Multiplying by 2 is hard. Let's go shopping!


Wondering if anyone could help shore up my understanding or point out a resource to get me a better handle on this.

Using the solar maps from here[0], you can find the kWh/day/m2 for the US. If I am in a say 5.7 kWh/day/m2 region and I have 1 m2 of a 20% solar efficiency panel, does that mean I would get 1.14 kWh usable out the other end? Or is it 20% * X% horribly lossy conversion factor?

If I want to math out 11kWh/day in the 5.7 region, back calculating would put me at requiring 9.6 m2 of panels (11 / (5.7 * 0.2). Again, if there is a horrible lossy conversion factor, that would just go into my denominator, correct?

Or am I missing something entirely? I tried to use this calculator[1], but I could not recapitulate the numbers they were generating.

[0] https://www.nrel.gov/gis/solar-resource-maps.html

[1] https://pvwatts.nrel.gov/


You'd be able to generate 1.14 kWh at the panel level if you kept the panel pointed directly at the sun throughout the day [1]. This is called "2 axis tracking" and it was sometimes used for solar farms when solar panels were much more expensive. Now that panels are much cheaper, 2 axis tracking has practically vanished from the market. The added expense and mechanical complexity isn't worth it. Single axis tracking, where the panels just rotate to track the sun from east to west, is still popular in large solar farms. It captures more sun than leaving the panels stationary but has less complexity than 2 axis tracking.

For a rooftop solar panel, you're not going to have any sort of sun tracking. The lack of tracking will reduce your output at the panel level. You will also lose more output if dust, debris, and bird droppings don't get cleaned away regularly.

You also lose some energy when the direct current electricity from your panels gets converted to alternating current in the inverter.

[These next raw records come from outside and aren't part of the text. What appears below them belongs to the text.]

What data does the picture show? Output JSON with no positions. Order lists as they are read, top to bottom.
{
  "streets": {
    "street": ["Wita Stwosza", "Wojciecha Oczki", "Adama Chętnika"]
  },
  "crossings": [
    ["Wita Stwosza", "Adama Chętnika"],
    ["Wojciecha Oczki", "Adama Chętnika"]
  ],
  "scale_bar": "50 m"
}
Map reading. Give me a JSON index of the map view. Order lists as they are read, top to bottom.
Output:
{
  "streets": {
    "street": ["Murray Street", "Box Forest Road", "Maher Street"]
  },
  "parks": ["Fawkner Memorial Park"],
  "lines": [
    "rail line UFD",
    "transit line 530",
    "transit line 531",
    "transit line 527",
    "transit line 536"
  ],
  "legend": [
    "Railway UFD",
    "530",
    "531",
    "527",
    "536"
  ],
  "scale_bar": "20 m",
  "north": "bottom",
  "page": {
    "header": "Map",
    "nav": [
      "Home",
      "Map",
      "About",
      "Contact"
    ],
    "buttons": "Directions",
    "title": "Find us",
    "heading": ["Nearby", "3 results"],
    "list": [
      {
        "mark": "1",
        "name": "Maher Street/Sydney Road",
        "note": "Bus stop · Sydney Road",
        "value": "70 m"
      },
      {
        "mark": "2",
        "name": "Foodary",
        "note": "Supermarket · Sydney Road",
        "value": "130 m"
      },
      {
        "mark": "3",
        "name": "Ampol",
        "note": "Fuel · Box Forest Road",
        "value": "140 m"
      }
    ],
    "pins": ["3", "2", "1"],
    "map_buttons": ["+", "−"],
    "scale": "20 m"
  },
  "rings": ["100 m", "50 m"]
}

How much loss depends on the inverter and how heavily loaded it is.

The NREL tool you linked says it's designed for "homeowners, small building owners, installers and manufacturers", which implies that it's for rooftop systems. It includes estimates for those loss factors I mentioned above, which is why I expect that it falls short of the number you calculated.

[1] EDIT: I forgot another significant factor: temperature coefficient of performance. A panel gets its efficiency measured at "standard test conditions" which include a moderate (near room temperature) panel temperature. Panels lose some efficiency as they heat up, which means that they don't perform as well as you might naively expect in the middle of the summer. The loss varies by panel technology. The very best conditions for panel output -- where they actually surpass reported efficiency -- is "bright sun but cold air," like noon on a freezing cold day with clear skies.

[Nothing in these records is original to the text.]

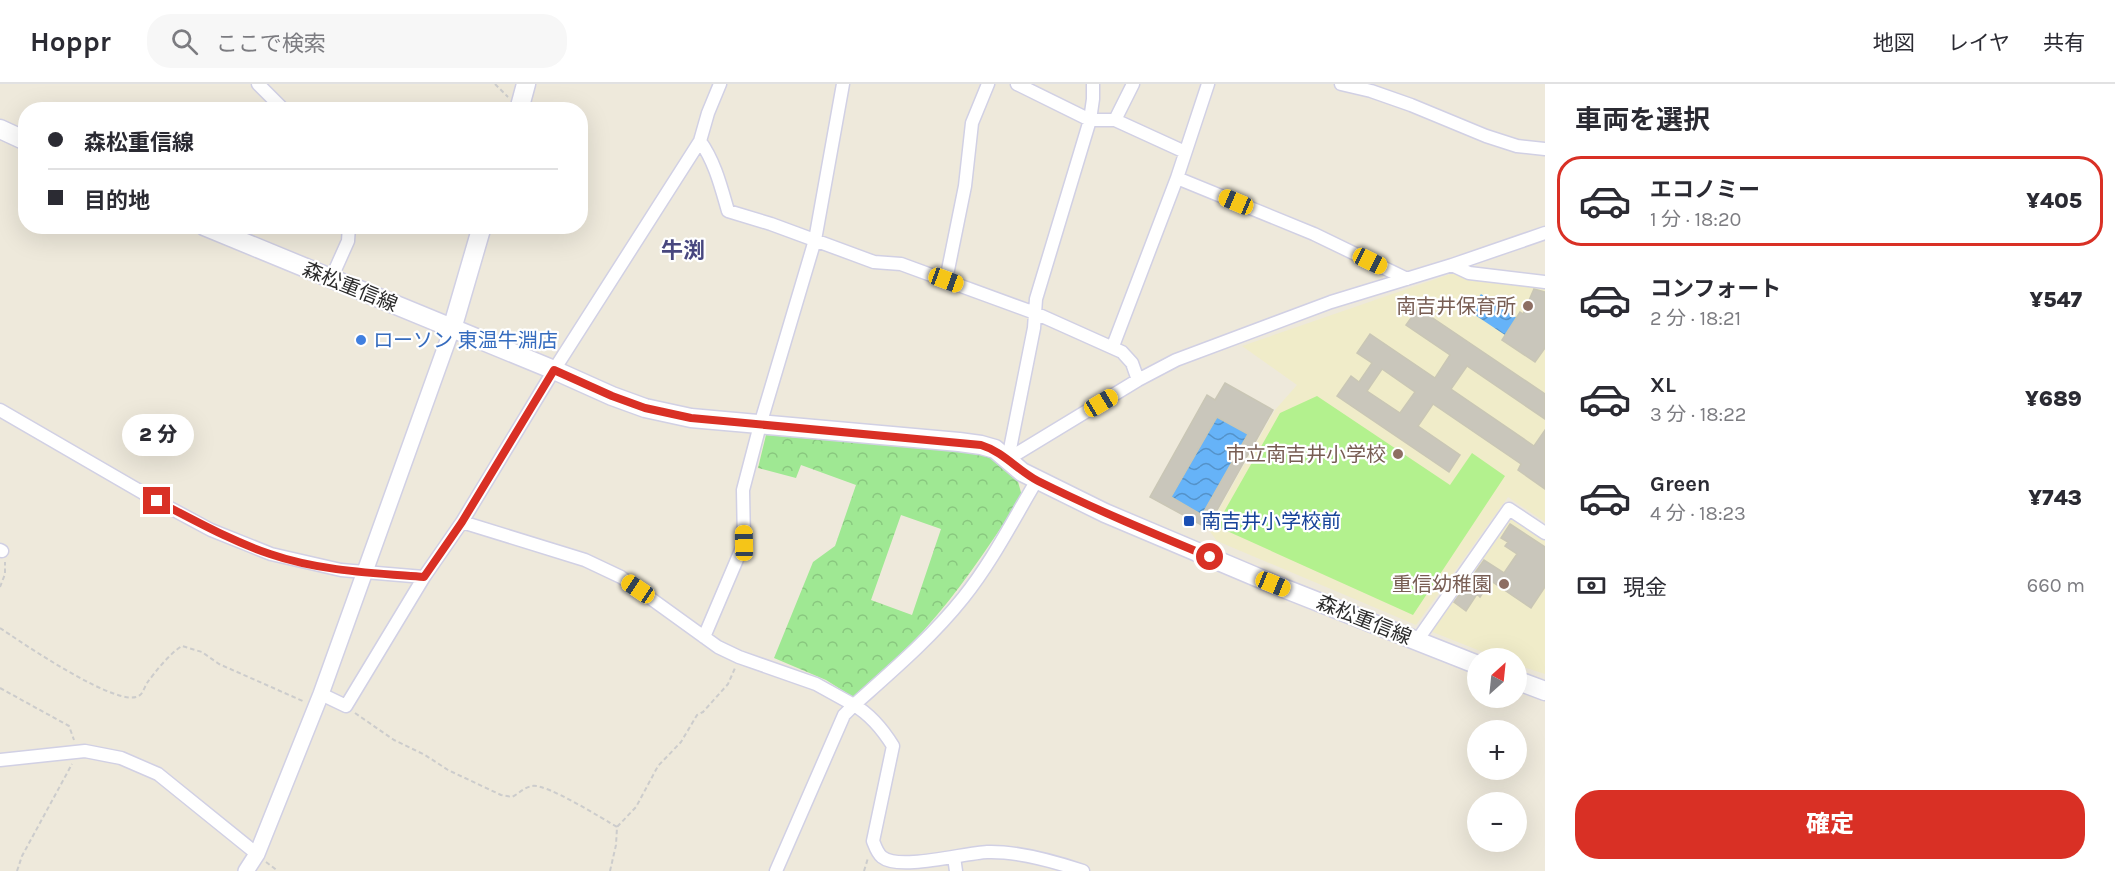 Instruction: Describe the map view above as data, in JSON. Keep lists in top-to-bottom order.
{
  "streets": {
    "main road": ["森松重信線"]
  },
  "districts": ["牛渕"],
  "places": {
    "other": [
      "南吉井保育所",
      "ローソン 東温牛淵店",
      "市立南吉井小学校",
      "重信幼稚園"
    ],
    "transit": ["南吉井小学校前"]
  },
  "north": "top right",
  "page": {
    "header": "Hoppr",
    "search": "ここで検索",
    "nav": ["地図", "レイヤ", "共有"],
    "heading": "車両を選択",
    "banner": ["森松重信線", "目的地"],
    "list": [
      {
        "name": "エコノミー",
        "note": "1 分 · 18:20",
        "value": "¥405"
      },
      {
        "name": "コンフォート",
        "note": "2 分 · 18:21",
        "value": "¥547"
      },
      {
        "name": "XL",
        "note": "3 分 · 18:22",
        "value": "¥689"
      },
      {
        "name": "Green",
        "note": "4 分 · 18:23",
        "value": "¥743"
      }
    ],
    "bubble": "2 分",
    "pay": ["現金", "660 m"],
    "map_buttons": ["+", "−"],
    "buttons": "確定"
  }
}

So, the bottom line is that the simple kWh/day/m2 * panel efficiency * m2 of panels should be within the theoretical ballpark of generation, but the real world is a harsh mistress and will undercut you.

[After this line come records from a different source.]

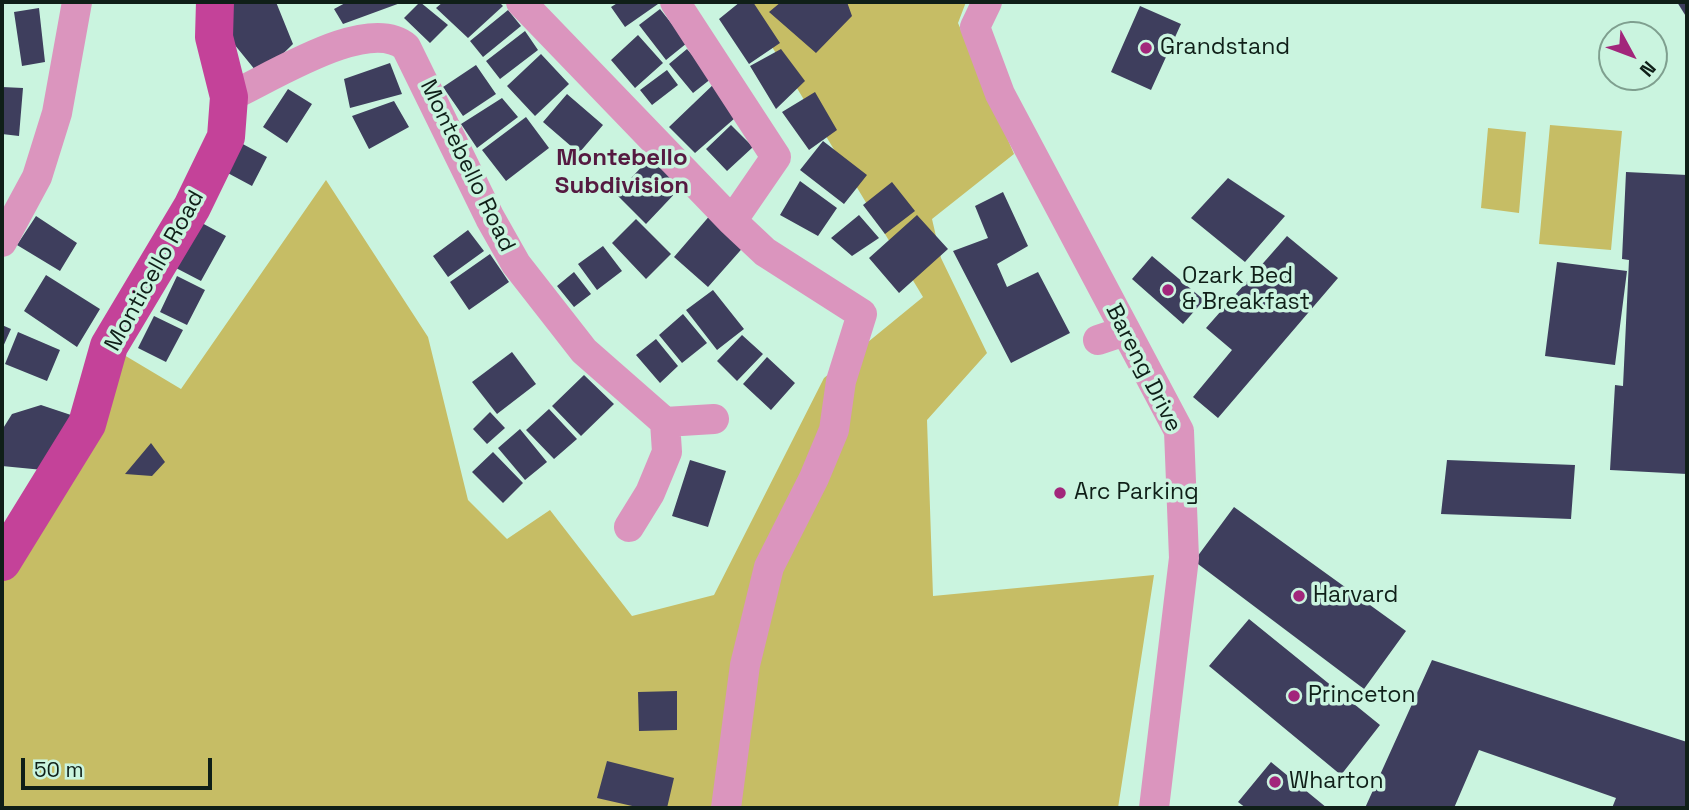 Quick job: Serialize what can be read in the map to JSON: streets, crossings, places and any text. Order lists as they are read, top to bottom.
{
  "streets": {
    "main road": ["Monticello Road"],
    "street": ["Montebello Road", "Bareng Drive"]
  },
  "crossings": [
    ["Montebello Road", "Monticello Road"]
  ],
  "districts": ["Montebello Subdivision"],
  "places": [
    "Grandstand",
    "Ozark Bed & Breakfast",
    "Arc Parking",
    "Harvard",
    "Princeton",
    "Wharton"
  ],
  "scale_bar": "50 m",
  "north": "bottom right"
}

On that calculator resource, they provide a monthly and hourly spreadsheet, but even with the more detailed numbers, I was still failing to corroborate their presumably much more sophisticated modelling which accounts for other losses.

Thanks. Just spit balling numbers and trying to see what things look like.


> which include a moderate (near room temperature) panel temperature. Panels lose some efficiency as they heat up, which means that they don't perform as well as you might naively expect in the middle of the summer.

This is why vertical solar panels are becoming a thing, the additional cooling benefits increase output up to or beyond the optimal angle to the sun, and the better cooling also prolongs their life.


And they work better in winter if there's snow.


The "System Losses" breakdown shows the various additional factors they are derating the system by. The figures seem reasonable enough, and give an additional loss of 14%.

I put in my own address, which is in the 4.0-4.5 kWh/day region, and set the DC system size to 1 kW, which corresponds to 6m2 of panels (courtesy of their rooftop calculator). The NERL website estimated that such a system would yield between 2.45 and 6.48 kWh/day, with an annual mean of 4.71 kWh/day.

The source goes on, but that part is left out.